Follow these high-level Zero Trust best practices concepts:
  • Apply consistent security everywhere, across all use cases, users, applications, and infrastructure. Consistent security policy ensures that the same people have the same access to applications and services in every location, with the same level of authentication and authorization, the same traffic inspection, and the same access privileges.
  • Decrypt traffic to gain visibility into it so that you can inspect it and prevent malicious activity and data exfiltration.
  • Continuously validate users, applications, and infrastructure.
  • Do not allow unknown traffic in your network.
  • Use Palo Alto Networks Next-Generation Firewalls (NGFWs), including VM-Series and CN-Series firewalls, as segmentation gateways. This consolidates security technologies on one platform and enables you to apply consistent security policy in all locations natively at Layer 7, based on users, devices, IP addresses, zones, URLs, services, and applications (including individual applications in application containers—for example, not just the gmail application, but also granular applications such as gmail-drive, gmail-chat, gmail-posting, gmail-uploading, etc.). The segmentation gateway segments and controls the network, provides granular access control, and secures all traffic as it crosses microperimeters and attempts to access to an attack surface. Segment your network based on what’s valuable to your business to prevent unauthorized lateral movement.
    You don’t need to change your infrastructure to create microperimeters because you create microperimeters in Layer 7 security policy by allowing only authorized users to access only the resources they need to access for business purposes.
  • Apply the principle of least privilege access to all access—not only to access for people, but also to access for services and APIs. Allow only the exact level of access required for each user, service, and API.
  • Use an integrated, centrally managed platform that reduces the total cost of ownership, rather than a collection of point products that don’t work well together. Palo Alto Networks shares information among platform elements and enables centralized management and simplified operation using Panorama, GlobalProtect, and
    Prisma Access
    to provide consistent policy, prevention, and protection across all use cases.

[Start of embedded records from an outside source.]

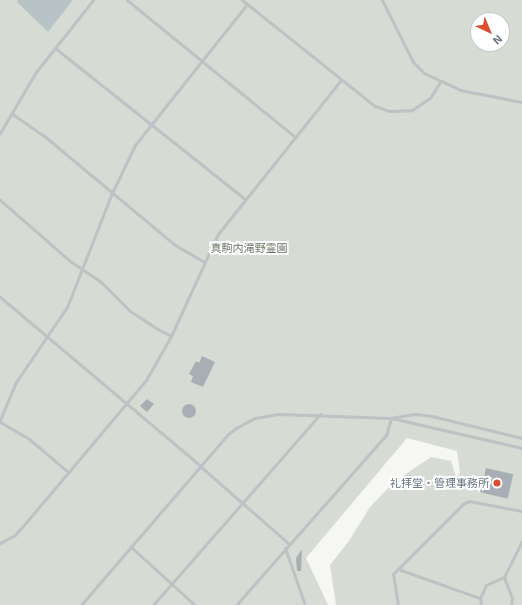 <!DOCTYPE html>
<meta charset="utf-8">
<style>
body{margin:0}
#map{position:relative;width:522px;height:605px;overflow:hidden;background:#f6f6f3;font-family:"Exo 2","Noto Sans JP",sans-serif}
div>[style]{position:absolute}
[style*='--x']{left:calc(var(--x)*1px);top:calc(var(--y)*1px);width:calc(var(--w)*1px);rotate:calc(var(--a)*1deg)}
.green>*{inset:0;background:#d6dbd3}
.water>*{inset:0;background:#b7c3c7}
.building>*{inset:0;background:#a7afb4;transform-origin:0 0}
.round{border-radius:50%}
.lane>*{height:3px;margin:-1.5px;padding:0 1.5px;transform-origin:1.5px;border-radius:1.5px;background:#bdc2c5}
.dots>*{width:11px;height:11px;translate:-50% -50%;box-sizing:border-box;border:2px solid #fff;border-radius:50%}
span{translate:-50% -50%;white-space:nowrap;text-align:center;line-height:1.15;-webkit-text-stroke:4px #fff;paint-order:stroke}
.park-label{font-size:11px;color:#6b7b65}
.poi-label{font-size:11px;color:#677883}
.right{translate:-100% -50%;text-align:right}
.north{position:absolute;left:470px;top:12px;width:40px;height:40px;box-sizing:border-box;background:#fff;border:1px solid #c2c9cd;border-radius:50%;rotate:136deg;font-size:11px;font-weight:700;line-height:16px;text-align:center;color:#677883}
.north::after{content:'';display:block;margin:auto;width:14px;height:18px;background:#db4e2f;clip-path:polygon(50% 0,100% 100%,50% 72%,0 100%)}
</style>
<div id="map">
<div class="green">
<div style="clip-path:polygon(evenodd,0 0,522px 0,522px 605px,336px 605px,330px 565px,349px 541px,370px 507px,394px 482px,431px 457px,451px 461px,456px 477px,460px 473px,457px 451px,407px 438px,306px 558px,328px 605px,0 605px,0 0,478px 20px,502px 20px,502px 44px,478px 44px,478px 20px)"></div>
</div>
<div class="water">
<div style="clip-path:polygon(18px 0,73px 0,48px 32px,17px 2px)"></div>
</div>
<div class="building">
<div style="clip-path:polygon(202px 356px,215px 362px,203px 387px,191px 382px,193px 376px,189px 374px,196px 361px,199px 363px)"></div>
<div style="clip-path:polygon(147px 399px,154px 404px,147px 412px,140px 406px)"></div>
<div class="round" style="left:182px;top:404px;width:14px;height:14px"></div>
<div style="left:486px;top:468px;width:28px;height:25px;rotate:13deg"></div>
<div style="clip-path:polygon(302px 549px,301px 571px,297px 571px,296px 558px)"></div>
</div>
<div class="lane">
<div style="--x:127;--y:0;--w:217;--a:39.2"></div>
<div style="--x:242;--y:0;--w:170;--a:38.6"></div>
<div style="--x:375;--y:106;--w:15;--a:20"></div>
<div style="--x:389;--y:111;--w:23;--a:-2"></div>
<div style="--x:412;--y:110;--w:22;--a:-34"></div>
<div style="--x:430;--y:98;--w:19;--a:-58"></div>
<div style="--x:382;--y:0;--w:69;--a:63.4"></div>
<div style="--x:413;--y:62;--w:16;--a:45"></div>
<div style="--x:424;--y:73;--w:40;--a:25"></div>
<div style="--x:460;--y:90;--w:63;--a:11"></div>
<div style="--x:55;--y:48;--w:243;--a:38.5"></div>
<div style="--x:11;--y:113;--w:39;--a:35"></div>
<div style="--x:43;--y:135;--w:172;--a:39.8"></div>
<div style="--x:175;--y:245;--w:34;--a:30"></div>
<div style="--x:0;--y:133;--w:71;--a:-59.5"></div>
<div style="--x:36;--y:72;--w:92;--a:-51.6"></div>
<div style="--x:0;--y:200;--w:93;--a:41.1"></div>
<div style="--x:70;--y:261;--w:37;--a:34"></div>
<div style="--x:101;--y:282;--w:41;--a:45"></div>
<div style="--x:130;--y:311;--w:31;--a:33"></div>
<div style="--x:156;--y:328;--w:17;--a:28"></div>
<div style="--x:0;--y:297;--w:263;--a:40.1"></div>
<div style="--x:0;--y:420;--w:41;--a:-67.2"></div>
<div style="--x:16;--y:382;--w:91;--a:-55.8"></div>
<div style="--x:67;--y:307;--w:123;--a:-68.5"></div>
<div style="--x:112;--y:193;--w:53;--a:-64.4"></div>
<div style="--x:135;--y:145;--w:180;--a:-51.5"></div>
<div style="--x:0;--y:422;--w:34;--a:30"></div>
<div style="--x:29;--y:439;--w:51;--a:40.2"></div>
<div style="--x:522;--y:438;--w:93;--a:-166.3"></div>
<div style="--x:432;--y:416;--w:17;--a:-173"></div>
<div style="--x:415;--y:414;--w:24;--a:171"></div>
<div style="--x:391;--y:418;--w:134;--a:12.9"></div>
<div style="--x:200;--y:466;--w:118;--a:41.2"></div>
<div style="--x:0;--y:543;--w:17;--a:-28"></div>
<div style="--x:15;--y:535;--w:21;--a:-49"></div>
<div style="--x:29;--y:519;--w:182;--a:-49.9"></div>
<div style="--x:146;--y:380;--w:51;--a:-60.4"></div>
<div style="--x:171;--y:336;--w:112;--a:-65.3"></div>
<div style="--x:218;--y:234;--w:197;--a:-51.4"></div>
<div style="--x:131;--y:547;--w:86;--a:42.2"></div>
<div style="--x:285;--y:548;--w:60;--a:70.7"></div>
<div style="--x:398;--y:569;--w:87;--a:19.5"></div>
<div style="--x:81;--y:605;--w:224;--a:-49.3"></div>
<div style="--x:227;--y:435;--w:11;--a:-38"></div>
<div style="--x:236;--y:428;--w:21;--a:-28"></div>
<div style="--x:255;--y:418;--w:23;--a:-10"></div>
<div style="--x:278;--y:414;--w:113;--a:2"></div>
<div style="--x:391;--y:418;--w:18;--a:106"></div>
<div style="--x:386;--y:435;--w:227;--a:131.4"></div>
<div style="--x:153;--y:605;--w:254;--a:-48.8"></div>
<div style="--x:398;--y:605;--w:31;--a:-99"></div>
<div style="--x:393;--y:574;--w:99;--a:-45"></div>
<div style="--x:463;--y:504;--w:7;--a:-27"></div>
<div style="--x:469;--y:501;--w:54;--a:10.7"></div>
<div style="--x:481;--y:605;--w:7;--a:-98"></div>
<div style="--x:480;--y:598;--w:14;--a:-65"></div>
<div style="--x:486;--y:585;--w:20;--a:-24"></div>
<div style="--x:511;--y:605;--w:7;--a:-82"></div>
<div style="--x:512;--y:598;--w:22;--a:-111"></div>
<div style="--x:504;--y:577;--w:40;--a:-63.4"></div>
</div>
<div class="dots">
<div style="left:497px;top:483px;background:#db4e2f"></div>
</div>
<div class="park-label">
<span style="left:249px;top:248px">真駒内滝野霊園</span>
</div>
<div class="poi-label">
<span class="right" style="left:489px;top:483px">礼拝堂・管理事務所</span>
</div>
<div class="north">N</div>
</div>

  • Protect all endpoints, including unmanaged IoT endpoints.
  • Log every packet through Layer 7 that regulations, compliance, and your business practices allow you to inspect.
  • Create a strategy for tagging workloads to group objects and registering tags dynamically to help automate security policy.
  • Document processes, educate and train personnel, set baselines, and measure progress against the baselines.
  • Update your Zero Trust deployment as your business changes. For example, new applications may replace older applications, you may upgrade your infrastructure, employees and contractors join and leave the business, and the business itself may change over time.
  • Define your desired business outcomes before architecting your Zero Trust environment. The Zero Trust model supports and enables secure business functions.
  • Design from the inside-out instead of from the outside-in to protect what’s most valuable to your business first. Your most valuable assets are more likely to be in your data center than at your perimeter.
  • Transition to a Zero Trust environment beginning with the most critical segments (propriety source code repositories, customer data, etc.—whatever is most valuable to your business). Zero Trust segments coexist with legacy segments, so you can protect your most critical assets first and then go on to protecting less critical segments and assets instead transitioning everything at one time.
As the importance of applications diminishes, you can be less aggressive with protection. For example, you don’t need to apply the same protection to a chat app as you need to apply to business-critical apps. Collaboration with business leaders helps determine which applications are the most critical to protect.